Padre Frederico: “Não penso regressar, mas podia voltar e rezar missa”

Frederico Cunha insiste que é pároco da diocese do Funchal e que é inocente. Deu entrevista ao Correio da Manhã na sua casa de Copacabana

13 Fev 2016 / 16:57 H.

Frederico Cunha volta a ser notícia em Portugal. Nos últimos meses o caso do sacerdote brasileiro regressou aos jornais nacionais e hoje há mesmo declarações suas publicadas no Correio da Manhã. Esta noite, o padre fala de viva voz no canal CMTV, o canal de televisão associado ao jornal com o mesmo nome.

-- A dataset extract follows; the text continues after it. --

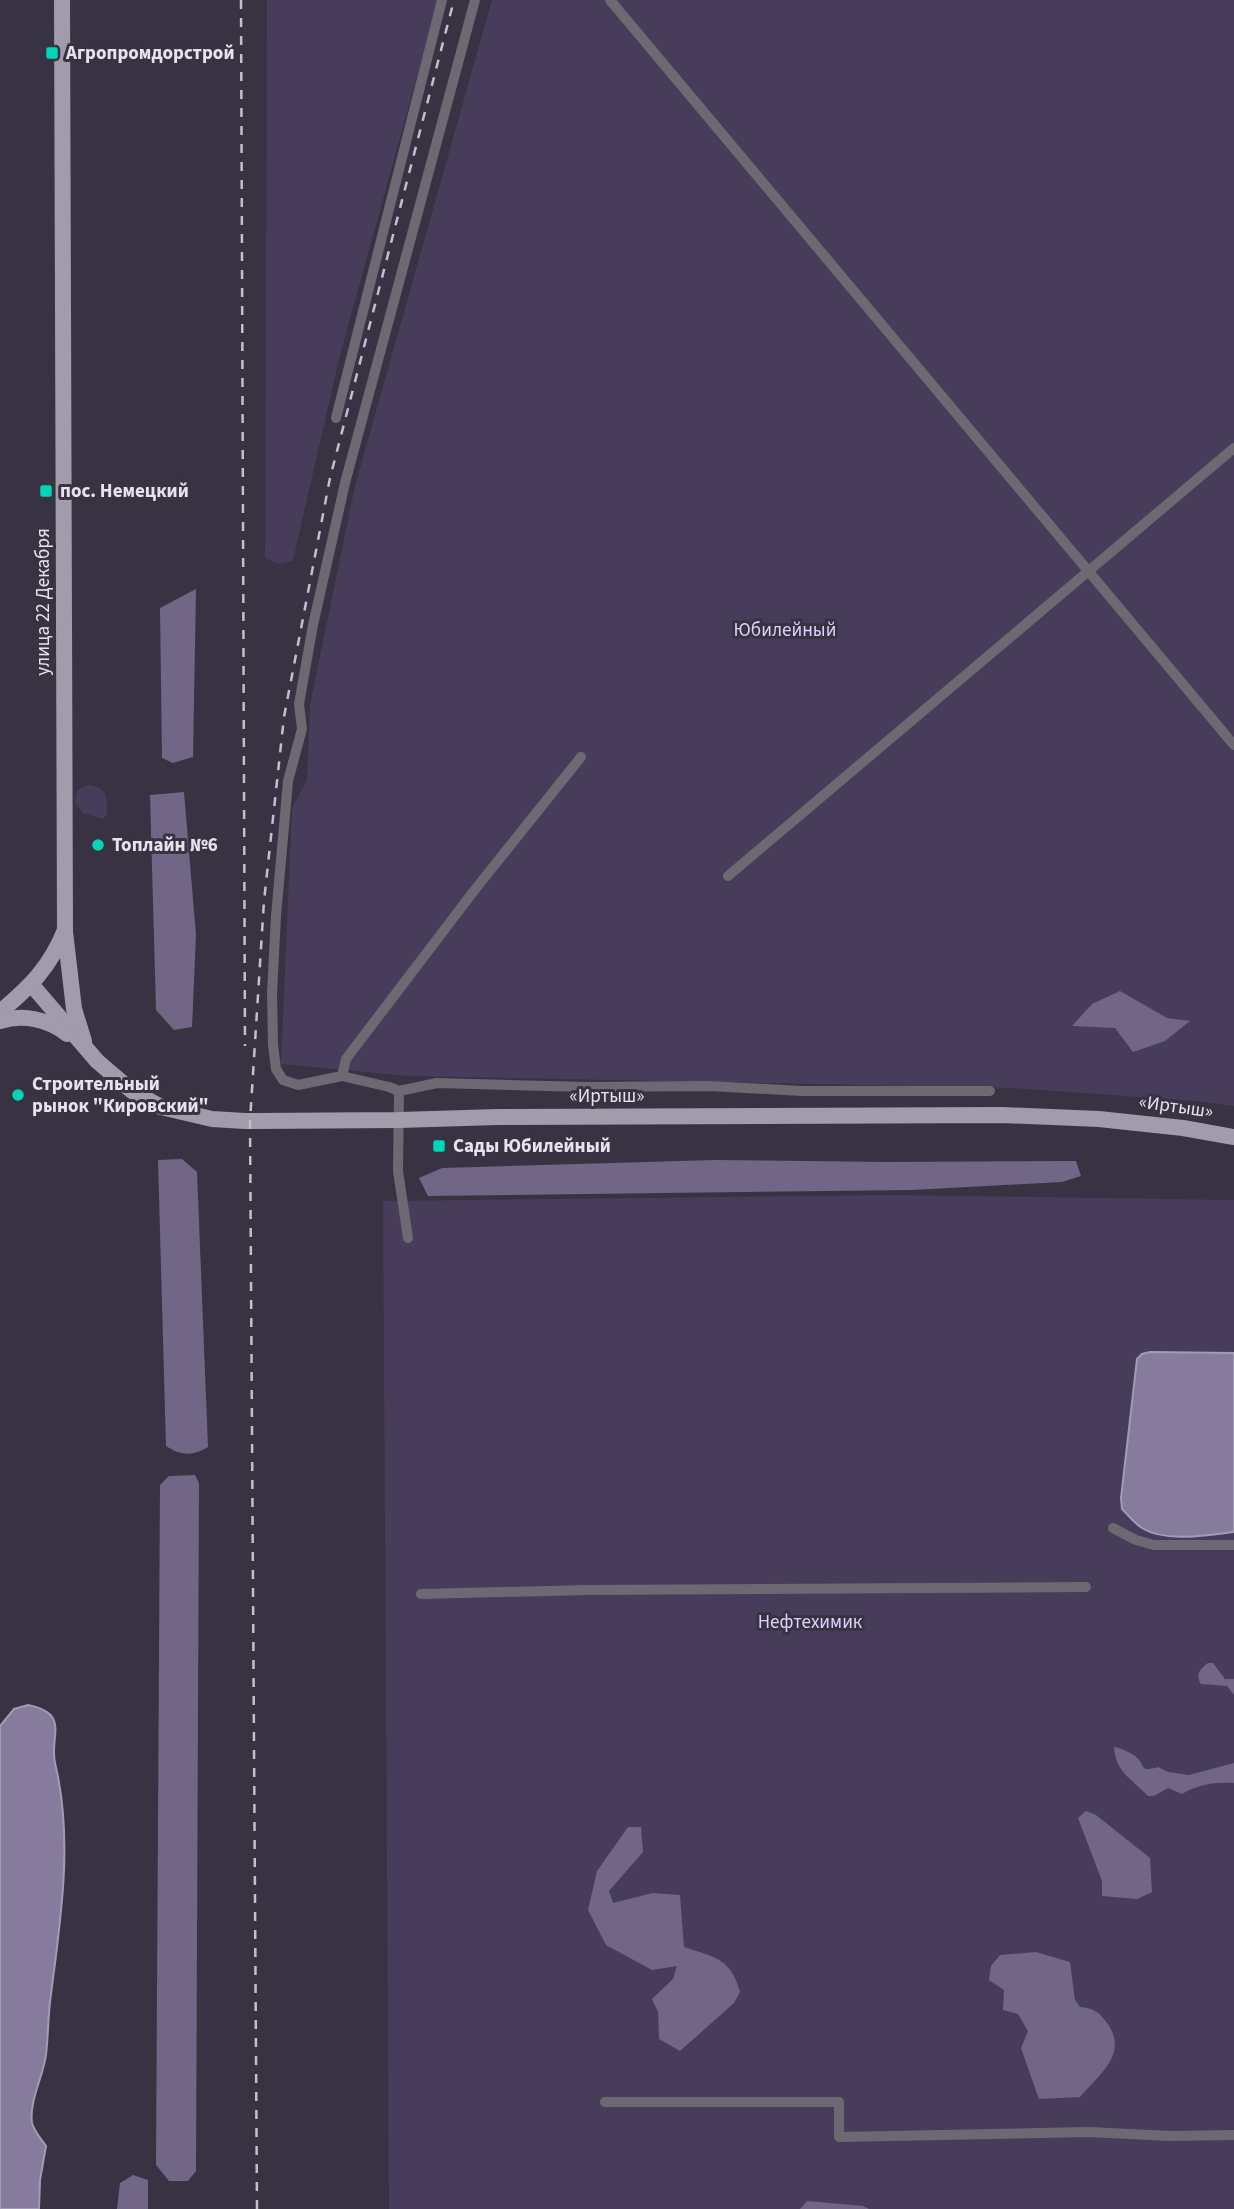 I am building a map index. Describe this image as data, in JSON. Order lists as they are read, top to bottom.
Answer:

De acordo com a edição impressa, a entrevista foi feita na casa em que vive com a mãe no Brasil, alegadamente um apartamento de luxo em Copacabana, zona nobre do Rio de Janeiro. Os excertos publicados hoje revelam que Frederico continua confiante que até podia regressar à Madeira, mas diz que não o vai fazer.

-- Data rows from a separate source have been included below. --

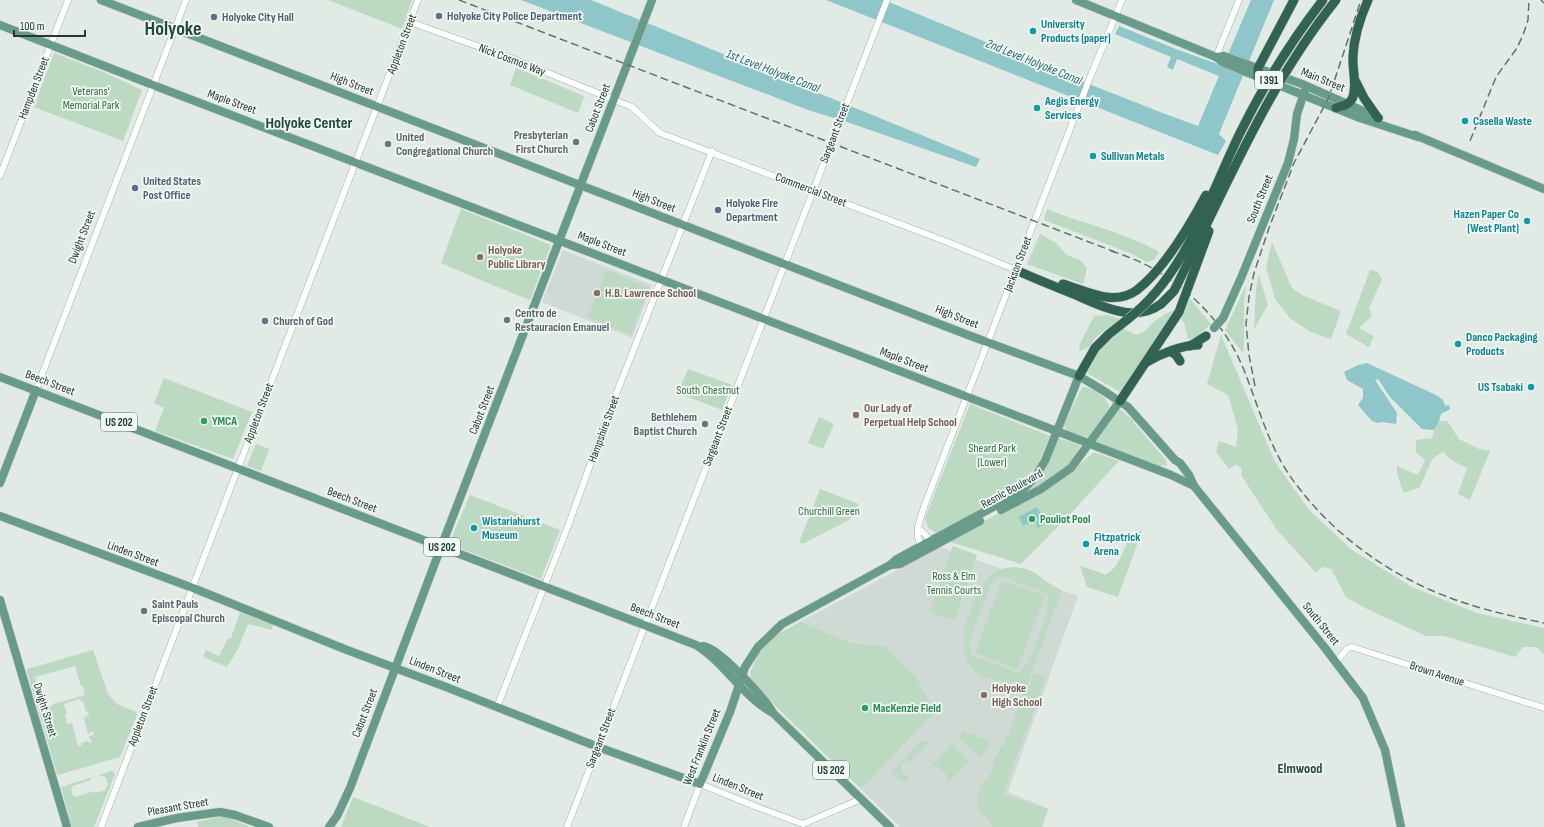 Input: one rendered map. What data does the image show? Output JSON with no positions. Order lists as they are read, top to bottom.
{
  "streets": {
    "highway": ["I 391"],
    "main road": [
      "Main Street",
      "High Street",
      "Maple Street",
      "Cabot Street",
      "South Street",
      "Dwight Street",
      "Beech Street",
      "US 202",
      "Resnic Boulevard",
      "Linden Street",
      "West Franklin Street",
      "Pleasant Street"
    ],
    "street": [
      "Appleton Street",
      "Nick Cosmos Way",
      "Hampden Street",
      "Sargeant Street",
      "Commercial Street",
      "Jackson Street",
      "Hampshire Street",
      "Brown Avenue"
    ]
  },
  "crossings": [
    ["Appleton Street", "Nick Cosmos Way"],
    ["Appleton Street", "High Street"],
    ["Appleton Street", "Maple Street"],
    ["Appleton Street", "Beech Street"],
    ["Appleton Street", "Linden Street"],
    ["Nick Cosmos Way", "Cabot Street"],
    ["Nick Cosmos Way", "Commercial Street"],
    ["Main Street", "South Street"],
    ["Main Street", "Jackson Street"],
    ["High Street", "Cabot Street"],
    ["High Street", "Sargeant Street"],
    ["High Street", "South Street"],
    ["High Street", "Dwight Street"],
    ["High Street", "Jackson Street"],
    ["High Street", "Hampshire Street"],
    ["High Street", "Resnic Boulevard"],
    ["Hampden Street", "Maple Street"],
    ["Maple Street", "Cabot Street"],
    ["Maple Street", "Sargeant Street"],
    ["Maple Street", "South Street"],
    ["Maple Street", "Dwight Street"],
    ["Maple Street", "Jackson Street"],
    ["Maple Street", "Hampshire Street"],
    ["Maple Street", "Resnic Boulevard"],
    ["Cabot Street", "Commercial Street"],
    ["Cabot Street", "Beech Street"],
    ["Cabot Street", "Linden Street"],
    ["Sargeant Street", "Commercial Street"],
    ["Sargeant Street", "Beech Street"],
    ["Sargeant Street", "Linden Street"],
    ["Commercial Street", "Jackson Street"],
    ["Commercial Street", "Hampshire Street"],
    ["South Street", "Brown Avenue"],
    ["Dwight Street", "Beech Street"],
    ["Jackson Street", "Resnic Boulevard"],
    ["Beech Street", "Hampshire Street"],
    ["Beech Street", "Resnic Boulevard"],
    ["Beech Street", "Linden Street"],
    ["Beech Street", "West Franklin Street"],
    ["Hampshire Street", "Linden Street"],
    ["Resnic Boulevard", "West Franklin Street"],
    ["Linden Street", "West Franklin Street"]
  ],
  "districts": ["Holyoke", "Holyoke Center", "Elmwood"],
  "water": ["2nd Level Holyoke Canal", "1st Level Holyoke Canal"],
  "parks": [
    "Veterans' Memorial Park",
    "South Chestnut",
    "Sheard Park (Lower)",
    "Churchill Green",
    "Ross & Elm Tennis Courts"
  ],
  "places": [
    "Holyoke City Police Department",
    "Holyoke City Hall",
    "University Products (paper)",
    "Aegis Energy Services",
    "Casella Waste",
    "Presbyterian First Church",
    "United Congregational Church",
    "Sullivan Metals",
    "United States Post Office",
    "Holyoke Fire Department",
    "Hazen Paper Co (West Plant)",
    "Holyoke Public Library",
    "H.B. Lawrence School",
    "Centro de Restauracion Emanuel",
    "Church of God",
    "Danco Packaging Products",
    "US Tsabaki",
    "Our Lady of Perpetual Help School",
    "YMCA",
    "Bethlehem Baptist Church",
    "Pouliot Pool",
    "Wistariahurst Museum",
    "Fitzpatrick Arena",
    "Saint Pauls Episcopal Church",
    "Holyoke High School",
    "MacKenzie Field"
  ],
  "scale_bar": "100 m"
}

“Sou pároco da diocese do Funchal. Não penso regressar, mas podia voltar e rezar missa”, afirma Frederico num texto assinado por Tânia Laranjo.
Na mesma entrevista, o padre que há 24 anos dominou a actualidade informativa nacional quando foi julgado pela morte do jovem Luís Miguel, encontrado no fundo de uma escarpa, no Caniçal, continua a dizer que é inocente. E acusa a justiça portuguesa: “Fui condenado por três motivos. Porque era padre, porque era brasileiro e porque suspeitavam de que eu era homossexual”.
Revela ainda que o julgamento, muito mediatizado e que o condenou a 13 anos de prisão “foi uma farsa. E o procurador um farsante”. Acrescenta que o ”julgamento foi um ataque à intimidade e privacidade” e que o difamaram sem provas. Ainda hoje estranha a razão por que diz terem sido valorizadas apenas as testemunhas que o acusavam. “Quem me defendia foi acusado de estar a mentir”, garante.
Sobre a morte do jovem madeirense, na altura com 15 anos, o padre brasileiro recorda também que nunca foram cabalmente apuradas as razões. “Pode ter sido um acidente, não sei.”
De acordo com o Correio da Manhã, Frederico fala sobre a homossexualidade mas rejeita que tenha molestado crianças. “Ter tendências homossexuais não é pecado, nem sequer para a Igreja. Só são pecados actos homossexuais. E eu nunca tive qualquer comportamento menos próprio com crianças”, afirma.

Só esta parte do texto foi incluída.